Biographie purement fictive
🐕 Arkos — Le Bouvier Bernois, Maître Incontesté de la Sieste
Arkos est né par un matin brumeux d’automne 2020, dans un élevage de la région de Fribourg, quatrième d’une portée de sept chiots dont il fut très tôt le plus imposant et, selon toute vraisemblance, le plus paresseux. Ses origines sont nobles : la race du Bouvier Bernois, ou Berner Sennenhund, est l’une des plus emblématiques de Suisse, traditionnellement employée pour garder les troupeaux dans les alpages et tirer des charrettes de lait entre les fermes. Arkos, lui, a décidé très jeune que cette partie de l’héritage familial ne le concernait pas.
Quand Laurent est venu le chercher à l’âge de neuf semaines, le chiot tenait dans un bras. Deux ans plus tard, Arkos pesait quarante-cinq kilogrammes et occupait les deux tiers du canapé avec la sérénité d’un monarque qui n’t a jamais eu à justifier ses habitudes. Sa robe est somptueuse : le tricolore classique du Bouvier Bernois, noir de jais, blanc immaculé sur le poitrail, et les taches feu au-dessus des yeux qui lui donnent en permanence l’air de sourciller, légèrement surpris par l’état du monde.
Arkos est un chien de présence. Quand il entre dans une pièce — ou sur un terrain de camping — il ne passe pas inaperçu. Les campeurs voisins viennent systématiquement le saluer, les enfants s’arrêtent en s’écriant « regarde le gros chien ! », et lui reçoit toutes ces attentions avec la dignité tranquille d’un dignitaire en visite officielle.
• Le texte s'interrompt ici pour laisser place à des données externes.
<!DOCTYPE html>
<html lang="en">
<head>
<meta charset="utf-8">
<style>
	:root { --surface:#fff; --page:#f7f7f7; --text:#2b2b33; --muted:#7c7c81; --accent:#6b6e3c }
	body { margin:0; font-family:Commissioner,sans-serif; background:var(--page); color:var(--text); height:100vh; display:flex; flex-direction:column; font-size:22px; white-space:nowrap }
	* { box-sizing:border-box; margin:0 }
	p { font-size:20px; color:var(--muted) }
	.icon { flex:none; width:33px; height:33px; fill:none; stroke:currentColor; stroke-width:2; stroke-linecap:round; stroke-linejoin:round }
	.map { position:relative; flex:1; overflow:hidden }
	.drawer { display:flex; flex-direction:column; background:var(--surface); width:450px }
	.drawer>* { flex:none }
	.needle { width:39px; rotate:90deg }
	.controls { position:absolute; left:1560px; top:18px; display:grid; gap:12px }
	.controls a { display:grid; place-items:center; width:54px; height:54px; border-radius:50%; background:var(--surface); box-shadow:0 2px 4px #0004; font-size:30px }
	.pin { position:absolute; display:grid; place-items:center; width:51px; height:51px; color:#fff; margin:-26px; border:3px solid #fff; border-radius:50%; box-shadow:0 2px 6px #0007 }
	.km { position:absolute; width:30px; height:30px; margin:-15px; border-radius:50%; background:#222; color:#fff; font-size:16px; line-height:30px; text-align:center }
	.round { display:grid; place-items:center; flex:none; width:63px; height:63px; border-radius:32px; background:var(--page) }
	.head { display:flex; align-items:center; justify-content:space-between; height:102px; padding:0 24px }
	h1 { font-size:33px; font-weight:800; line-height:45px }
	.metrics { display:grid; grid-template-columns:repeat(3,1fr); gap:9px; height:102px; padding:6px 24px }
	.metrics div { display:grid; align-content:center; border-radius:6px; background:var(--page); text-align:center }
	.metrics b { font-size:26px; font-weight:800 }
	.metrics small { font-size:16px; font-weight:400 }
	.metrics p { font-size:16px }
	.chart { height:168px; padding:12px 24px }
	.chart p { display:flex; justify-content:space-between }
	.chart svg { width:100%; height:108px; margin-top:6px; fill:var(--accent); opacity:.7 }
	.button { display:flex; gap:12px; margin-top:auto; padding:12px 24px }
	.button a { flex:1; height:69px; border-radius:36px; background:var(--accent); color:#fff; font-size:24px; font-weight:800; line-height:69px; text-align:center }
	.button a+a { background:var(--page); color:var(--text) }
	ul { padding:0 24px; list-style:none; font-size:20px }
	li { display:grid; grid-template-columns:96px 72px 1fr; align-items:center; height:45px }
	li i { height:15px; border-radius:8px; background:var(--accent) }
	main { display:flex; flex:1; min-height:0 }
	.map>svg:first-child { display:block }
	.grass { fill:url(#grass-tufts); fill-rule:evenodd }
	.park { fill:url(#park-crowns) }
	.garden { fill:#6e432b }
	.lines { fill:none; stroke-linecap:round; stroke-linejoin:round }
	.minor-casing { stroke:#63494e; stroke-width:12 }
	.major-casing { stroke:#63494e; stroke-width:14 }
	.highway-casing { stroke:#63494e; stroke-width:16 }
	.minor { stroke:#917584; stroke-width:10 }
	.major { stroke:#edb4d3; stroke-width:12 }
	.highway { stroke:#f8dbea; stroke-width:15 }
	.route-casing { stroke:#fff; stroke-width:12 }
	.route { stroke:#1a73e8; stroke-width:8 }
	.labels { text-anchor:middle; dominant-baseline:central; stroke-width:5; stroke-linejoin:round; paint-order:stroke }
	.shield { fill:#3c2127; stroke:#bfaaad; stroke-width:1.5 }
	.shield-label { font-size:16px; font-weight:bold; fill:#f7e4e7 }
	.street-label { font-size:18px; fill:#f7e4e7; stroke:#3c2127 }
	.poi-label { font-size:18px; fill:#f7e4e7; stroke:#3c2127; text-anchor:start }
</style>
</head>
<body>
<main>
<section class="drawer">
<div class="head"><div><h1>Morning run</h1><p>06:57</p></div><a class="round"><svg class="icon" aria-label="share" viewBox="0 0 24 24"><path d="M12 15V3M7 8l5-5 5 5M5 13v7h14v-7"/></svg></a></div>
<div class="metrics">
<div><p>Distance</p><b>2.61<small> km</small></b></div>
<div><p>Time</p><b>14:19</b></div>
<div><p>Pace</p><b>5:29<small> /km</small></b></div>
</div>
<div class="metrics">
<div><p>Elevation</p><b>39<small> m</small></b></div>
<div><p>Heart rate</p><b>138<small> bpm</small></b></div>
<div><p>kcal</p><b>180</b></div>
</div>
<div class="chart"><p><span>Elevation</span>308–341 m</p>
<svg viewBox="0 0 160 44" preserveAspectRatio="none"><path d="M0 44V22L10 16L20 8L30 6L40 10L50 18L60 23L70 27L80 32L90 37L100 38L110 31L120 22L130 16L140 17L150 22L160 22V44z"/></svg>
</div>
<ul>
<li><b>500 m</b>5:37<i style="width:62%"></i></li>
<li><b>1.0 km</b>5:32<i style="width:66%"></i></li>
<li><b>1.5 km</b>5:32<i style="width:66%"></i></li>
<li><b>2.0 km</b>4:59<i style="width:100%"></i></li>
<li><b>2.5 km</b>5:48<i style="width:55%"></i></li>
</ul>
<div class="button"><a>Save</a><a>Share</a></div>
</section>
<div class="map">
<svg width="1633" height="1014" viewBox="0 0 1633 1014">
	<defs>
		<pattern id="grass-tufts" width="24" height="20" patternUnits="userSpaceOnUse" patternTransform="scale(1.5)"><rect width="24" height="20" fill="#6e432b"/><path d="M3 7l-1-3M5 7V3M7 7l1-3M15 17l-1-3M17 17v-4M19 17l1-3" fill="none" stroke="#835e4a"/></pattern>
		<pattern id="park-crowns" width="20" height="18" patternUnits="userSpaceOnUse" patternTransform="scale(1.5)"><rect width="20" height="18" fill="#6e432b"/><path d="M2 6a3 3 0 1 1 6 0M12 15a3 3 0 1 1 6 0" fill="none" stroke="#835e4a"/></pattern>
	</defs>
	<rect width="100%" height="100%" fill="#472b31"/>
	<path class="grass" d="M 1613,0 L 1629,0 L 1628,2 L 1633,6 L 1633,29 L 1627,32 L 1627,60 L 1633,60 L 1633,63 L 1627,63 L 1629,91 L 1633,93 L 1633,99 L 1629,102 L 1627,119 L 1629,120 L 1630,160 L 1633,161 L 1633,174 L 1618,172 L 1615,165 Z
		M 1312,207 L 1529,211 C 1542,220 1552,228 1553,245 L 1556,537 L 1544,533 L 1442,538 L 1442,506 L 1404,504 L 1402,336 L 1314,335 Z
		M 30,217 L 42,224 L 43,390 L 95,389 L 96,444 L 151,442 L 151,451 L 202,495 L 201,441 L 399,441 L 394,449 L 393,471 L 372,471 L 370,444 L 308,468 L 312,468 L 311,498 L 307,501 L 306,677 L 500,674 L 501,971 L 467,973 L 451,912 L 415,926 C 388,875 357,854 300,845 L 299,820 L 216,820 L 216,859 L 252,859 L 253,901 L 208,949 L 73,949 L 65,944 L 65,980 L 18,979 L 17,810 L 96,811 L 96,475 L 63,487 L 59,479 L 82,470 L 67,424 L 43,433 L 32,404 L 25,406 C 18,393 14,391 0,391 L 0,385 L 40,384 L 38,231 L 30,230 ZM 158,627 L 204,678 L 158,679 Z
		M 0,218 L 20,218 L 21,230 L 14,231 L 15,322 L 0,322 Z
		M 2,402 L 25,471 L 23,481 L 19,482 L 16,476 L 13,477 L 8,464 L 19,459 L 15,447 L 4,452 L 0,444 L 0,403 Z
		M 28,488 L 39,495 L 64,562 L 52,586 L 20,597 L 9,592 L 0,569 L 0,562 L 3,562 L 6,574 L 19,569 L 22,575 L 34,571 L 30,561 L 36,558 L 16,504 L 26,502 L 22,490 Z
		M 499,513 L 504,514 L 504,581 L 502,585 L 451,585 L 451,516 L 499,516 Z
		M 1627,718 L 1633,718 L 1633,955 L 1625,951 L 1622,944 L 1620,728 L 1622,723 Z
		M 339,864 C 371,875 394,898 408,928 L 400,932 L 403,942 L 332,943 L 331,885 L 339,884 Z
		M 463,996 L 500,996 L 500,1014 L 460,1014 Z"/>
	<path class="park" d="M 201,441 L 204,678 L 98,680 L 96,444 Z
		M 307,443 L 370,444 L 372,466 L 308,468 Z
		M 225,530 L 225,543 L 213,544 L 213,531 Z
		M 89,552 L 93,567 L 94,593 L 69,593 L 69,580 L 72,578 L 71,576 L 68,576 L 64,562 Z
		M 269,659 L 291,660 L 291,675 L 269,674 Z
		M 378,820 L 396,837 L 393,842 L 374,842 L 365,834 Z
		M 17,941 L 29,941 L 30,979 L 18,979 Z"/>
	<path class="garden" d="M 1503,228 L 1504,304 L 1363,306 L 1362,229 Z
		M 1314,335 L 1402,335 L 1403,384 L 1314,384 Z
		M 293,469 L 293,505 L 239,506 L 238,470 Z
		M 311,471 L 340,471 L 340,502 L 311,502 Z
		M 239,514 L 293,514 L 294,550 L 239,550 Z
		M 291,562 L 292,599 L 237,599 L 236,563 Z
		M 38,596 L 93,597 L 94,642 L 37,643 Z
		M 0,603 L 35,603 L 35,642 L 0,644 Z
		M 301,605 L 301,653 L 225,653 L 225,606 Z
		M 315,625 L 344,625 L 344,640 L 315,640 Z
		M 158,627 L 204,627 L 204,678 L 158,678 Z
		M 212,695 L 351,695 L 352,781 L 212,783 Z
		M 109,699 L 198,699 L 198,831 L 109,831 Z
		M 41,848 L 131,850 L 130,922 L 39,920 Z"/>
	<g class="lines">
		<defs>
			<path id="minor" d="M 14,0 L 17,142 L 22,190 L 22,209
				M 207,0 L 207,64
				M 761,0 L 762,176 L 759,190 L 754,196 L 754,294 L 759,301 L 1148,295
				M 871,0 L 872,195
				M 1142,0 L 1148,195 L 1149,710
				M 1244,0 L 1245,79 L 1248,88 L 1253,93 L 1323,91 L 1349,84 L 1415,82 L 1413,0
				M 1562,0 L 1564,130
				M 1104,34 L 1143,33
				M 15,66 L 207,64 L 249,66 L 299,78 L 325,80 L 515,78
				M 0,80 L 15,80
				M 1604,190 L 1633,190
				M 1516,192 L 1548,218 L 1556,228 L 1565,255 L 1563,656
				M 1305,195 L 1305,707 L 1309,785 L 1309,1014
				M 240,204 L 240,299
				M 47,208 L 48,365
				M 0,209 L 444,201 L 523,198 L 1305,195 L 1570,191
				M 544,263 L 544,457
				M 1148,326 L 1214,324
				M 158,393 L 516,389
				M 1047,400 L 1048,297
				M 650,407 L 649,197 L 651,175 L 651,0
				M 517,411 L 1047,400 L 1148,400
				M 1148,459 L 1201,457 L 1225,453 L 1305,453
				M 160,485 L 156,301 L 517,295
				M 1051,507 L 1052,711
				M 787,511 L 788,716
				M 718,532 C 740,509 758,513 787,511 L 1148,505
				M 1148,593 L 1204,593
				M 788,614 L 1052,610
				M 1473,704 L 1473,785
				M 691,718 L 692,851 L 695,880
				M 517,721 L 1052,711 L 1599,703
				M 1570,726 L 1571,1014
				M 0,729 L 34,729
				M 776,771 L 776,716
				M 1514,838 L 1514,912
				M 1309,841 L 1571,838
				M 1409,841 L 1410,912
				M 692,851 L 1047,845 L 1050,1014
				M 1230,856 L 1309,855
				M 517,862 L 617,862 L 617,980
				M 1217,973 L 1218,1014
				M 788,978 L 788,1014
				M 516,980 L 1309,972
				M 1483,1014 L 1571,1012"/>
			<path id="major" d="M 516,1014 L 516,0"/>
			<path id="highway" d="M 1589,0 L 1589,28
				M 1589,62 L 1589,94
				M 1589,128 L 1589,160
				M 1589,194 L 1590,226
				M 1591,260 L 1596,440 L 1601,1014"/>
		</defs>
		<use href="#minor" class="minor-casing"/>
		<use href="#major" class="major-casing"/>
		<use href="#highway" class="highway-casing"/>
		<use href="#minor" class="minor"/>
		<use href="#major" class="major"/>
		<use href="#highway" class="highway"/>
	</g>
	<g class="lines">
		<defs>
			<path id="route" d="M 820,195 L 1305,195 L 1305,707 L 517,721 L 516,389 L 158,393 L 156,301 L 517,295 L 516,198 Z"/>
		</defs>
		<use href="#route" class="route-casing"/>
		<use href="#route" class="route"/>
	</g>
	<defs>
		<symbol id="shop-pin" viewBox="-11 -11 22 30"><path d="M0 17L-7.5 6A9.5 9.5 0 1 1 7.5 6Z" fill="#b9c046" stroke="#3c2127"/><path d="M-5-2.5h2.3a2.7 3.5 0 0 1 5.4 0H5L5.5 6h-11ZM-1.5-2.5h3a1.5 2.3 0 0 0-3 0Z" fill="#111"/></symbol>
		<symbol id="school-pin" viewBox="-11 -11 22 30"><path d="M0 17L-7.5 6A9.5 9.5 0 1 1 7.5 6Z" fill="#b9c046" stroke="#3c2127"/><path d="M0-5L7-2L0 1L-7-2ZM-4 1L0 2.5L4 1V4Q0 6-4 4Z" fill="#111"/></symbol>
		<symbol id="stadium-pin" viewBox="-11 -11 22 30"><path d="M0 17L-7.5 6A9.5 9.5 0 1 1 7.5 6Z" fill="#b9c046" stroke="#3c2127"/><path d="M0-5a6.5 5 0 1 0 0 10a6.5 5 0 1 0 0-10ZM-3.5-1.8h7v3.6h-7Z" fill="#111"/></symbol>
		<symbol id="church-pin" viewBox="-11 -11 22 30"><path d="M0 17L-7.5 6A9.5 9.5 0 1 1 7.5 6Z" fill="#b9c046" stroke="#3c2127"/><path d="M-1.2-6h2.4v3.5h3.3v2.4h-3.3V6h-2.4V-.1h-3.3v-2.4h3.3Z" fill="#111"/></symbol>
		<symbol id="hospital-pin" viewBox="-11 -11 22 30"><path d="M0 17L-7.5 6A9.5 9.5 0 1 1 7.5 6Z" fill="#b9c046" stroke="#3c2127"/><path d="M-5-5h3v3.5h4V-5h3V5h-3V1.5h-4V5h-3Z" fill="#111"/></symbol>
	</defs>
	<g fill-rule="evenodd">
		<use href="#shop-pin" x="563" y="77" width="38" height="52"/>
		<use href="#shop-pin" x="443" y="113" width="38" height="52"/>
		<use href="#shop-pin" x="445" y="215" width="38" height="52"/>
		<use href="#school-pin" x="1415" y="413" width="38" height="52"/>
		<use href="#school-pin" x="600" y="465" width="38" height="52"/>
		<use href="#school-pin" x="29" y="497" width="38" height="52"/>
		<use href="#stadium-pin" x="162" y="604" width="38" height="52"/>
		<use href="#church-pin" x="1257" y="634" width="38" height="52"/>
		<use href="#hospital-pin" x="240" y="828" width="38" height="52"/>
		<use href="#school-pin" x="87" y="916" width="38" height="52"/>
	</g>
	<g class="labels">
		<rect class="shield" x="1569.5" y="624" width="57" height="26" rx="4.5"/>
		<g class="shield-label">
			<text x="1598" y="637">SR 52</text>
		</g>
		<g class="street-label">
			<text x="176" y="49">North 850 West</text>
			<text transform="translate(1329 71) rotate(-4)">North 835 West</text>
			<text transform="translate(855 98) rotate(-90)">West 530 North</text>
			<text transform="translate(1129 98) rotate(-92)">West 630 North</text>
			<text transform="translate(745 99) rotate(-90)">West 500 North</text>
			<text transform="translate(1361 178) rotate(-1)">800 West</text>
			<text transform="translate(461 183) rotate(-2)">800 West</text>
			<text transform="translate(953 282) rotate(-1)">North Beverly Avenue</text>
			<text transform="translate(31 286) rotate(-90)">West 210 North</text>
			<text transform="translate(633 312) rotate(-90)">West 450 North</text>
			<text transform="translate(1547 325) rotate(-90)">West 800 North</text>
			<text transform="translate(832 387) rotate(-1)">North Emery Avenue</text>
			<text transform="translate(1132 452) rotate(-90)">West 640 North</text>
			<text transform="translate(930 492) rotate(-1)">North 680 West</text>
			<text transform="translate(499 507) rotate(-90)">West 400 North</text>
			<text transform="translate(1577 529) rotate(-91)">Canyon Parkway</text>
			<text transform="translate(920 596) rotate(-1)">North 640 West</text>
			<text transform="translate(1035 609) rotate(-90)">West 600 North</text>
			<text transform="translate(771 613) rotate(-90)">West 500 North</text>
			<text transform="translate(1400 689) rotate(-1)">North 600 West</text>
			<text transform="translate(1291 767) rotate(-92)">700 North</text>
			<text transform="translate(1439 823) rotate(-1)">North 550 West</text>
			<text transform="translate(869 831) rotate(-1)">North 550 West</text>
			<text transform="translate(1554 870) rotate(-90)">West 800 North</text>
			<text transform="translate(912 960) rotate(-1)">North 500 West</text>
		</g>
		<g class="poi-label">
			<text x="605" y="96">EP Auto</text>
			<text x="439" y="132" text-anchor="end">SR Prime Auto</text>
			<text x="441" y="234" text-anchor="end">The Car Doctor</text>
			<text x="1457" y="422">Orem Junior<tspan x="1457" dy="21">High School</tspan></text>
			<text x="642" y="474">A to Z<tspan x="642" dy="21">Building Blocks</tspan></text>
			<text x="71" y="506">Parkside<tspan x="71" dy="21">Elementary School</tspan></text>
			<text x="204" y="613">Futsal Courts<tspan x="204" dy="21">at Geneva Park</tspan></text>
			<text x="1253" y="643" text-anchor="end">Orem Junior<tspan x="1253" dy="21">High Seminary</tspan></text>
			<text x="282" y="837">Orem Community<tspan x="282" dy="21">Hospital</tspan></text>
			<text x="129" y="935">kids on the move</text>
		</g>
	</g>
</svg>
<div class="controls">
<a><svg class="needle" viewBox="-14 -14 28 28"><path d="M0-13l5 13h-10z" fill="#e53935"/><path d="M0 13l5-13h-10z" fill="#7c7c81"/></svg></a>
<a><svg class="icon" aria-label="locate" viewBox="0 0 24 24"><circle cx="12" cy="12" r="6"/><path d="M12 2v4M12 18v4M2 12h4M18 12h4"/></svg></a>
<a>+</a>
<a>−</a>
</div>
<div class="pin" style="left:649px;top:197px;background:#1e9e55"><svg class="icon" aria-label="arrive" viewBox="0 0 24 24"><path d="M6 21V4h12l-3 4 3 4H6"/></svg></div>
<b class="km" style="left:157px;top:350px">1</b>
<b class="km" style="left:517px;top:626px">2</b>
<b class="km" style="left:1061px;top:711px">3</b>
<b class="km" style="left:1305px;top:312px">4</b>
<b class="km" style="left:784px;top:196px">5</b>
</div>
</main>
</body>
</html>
Il tolère les caresses, les photos, les « oh qu’il est beau » avec une patience infinie — à condition de ne pas l’interrompre pendant sa sieste.
Car la sieste est l’occupation principale d’Arkos. Pas une sieste vague, imprécise, mais une sieste structurée en plusieurs sessions quotidiennes d’une durée variable selon la chaleur, le degré d’intérêt du paysage environnant, et la présence ou l’absence de Candy dans les parages. Le matin, il dort jusqu’à ce que Laurent ouvre la porte de la caravane. En milieu de matinée, il fait une pause entre deux investigations olfactives du périmètre. L’après-midi, c’est la grande sieste — deux heures minimum, à l’ombre, de préférence couché sur les pieds de quelqu’un pour s’assurer que personne ne partira sans le prévenir.
Son rapport à la nature est intéressant. Arkos aime être dehors, respirer l’air du lac, sentir chaque centimètre carré de terrain avec une méticulosité de détective, et observer les oiseaux avec un intérêt philosophique qui ne se traduit jamais par une course-poursuite. L’effort physique, il y consent — lors des randonnées, il marche avec entrain et régularité, sans jamais se plaindre ni forcer — mais dès que l’objectif est atteint, il s’installe et refuse categoriquement de repartir avant d’avoir récupéré à son rythme.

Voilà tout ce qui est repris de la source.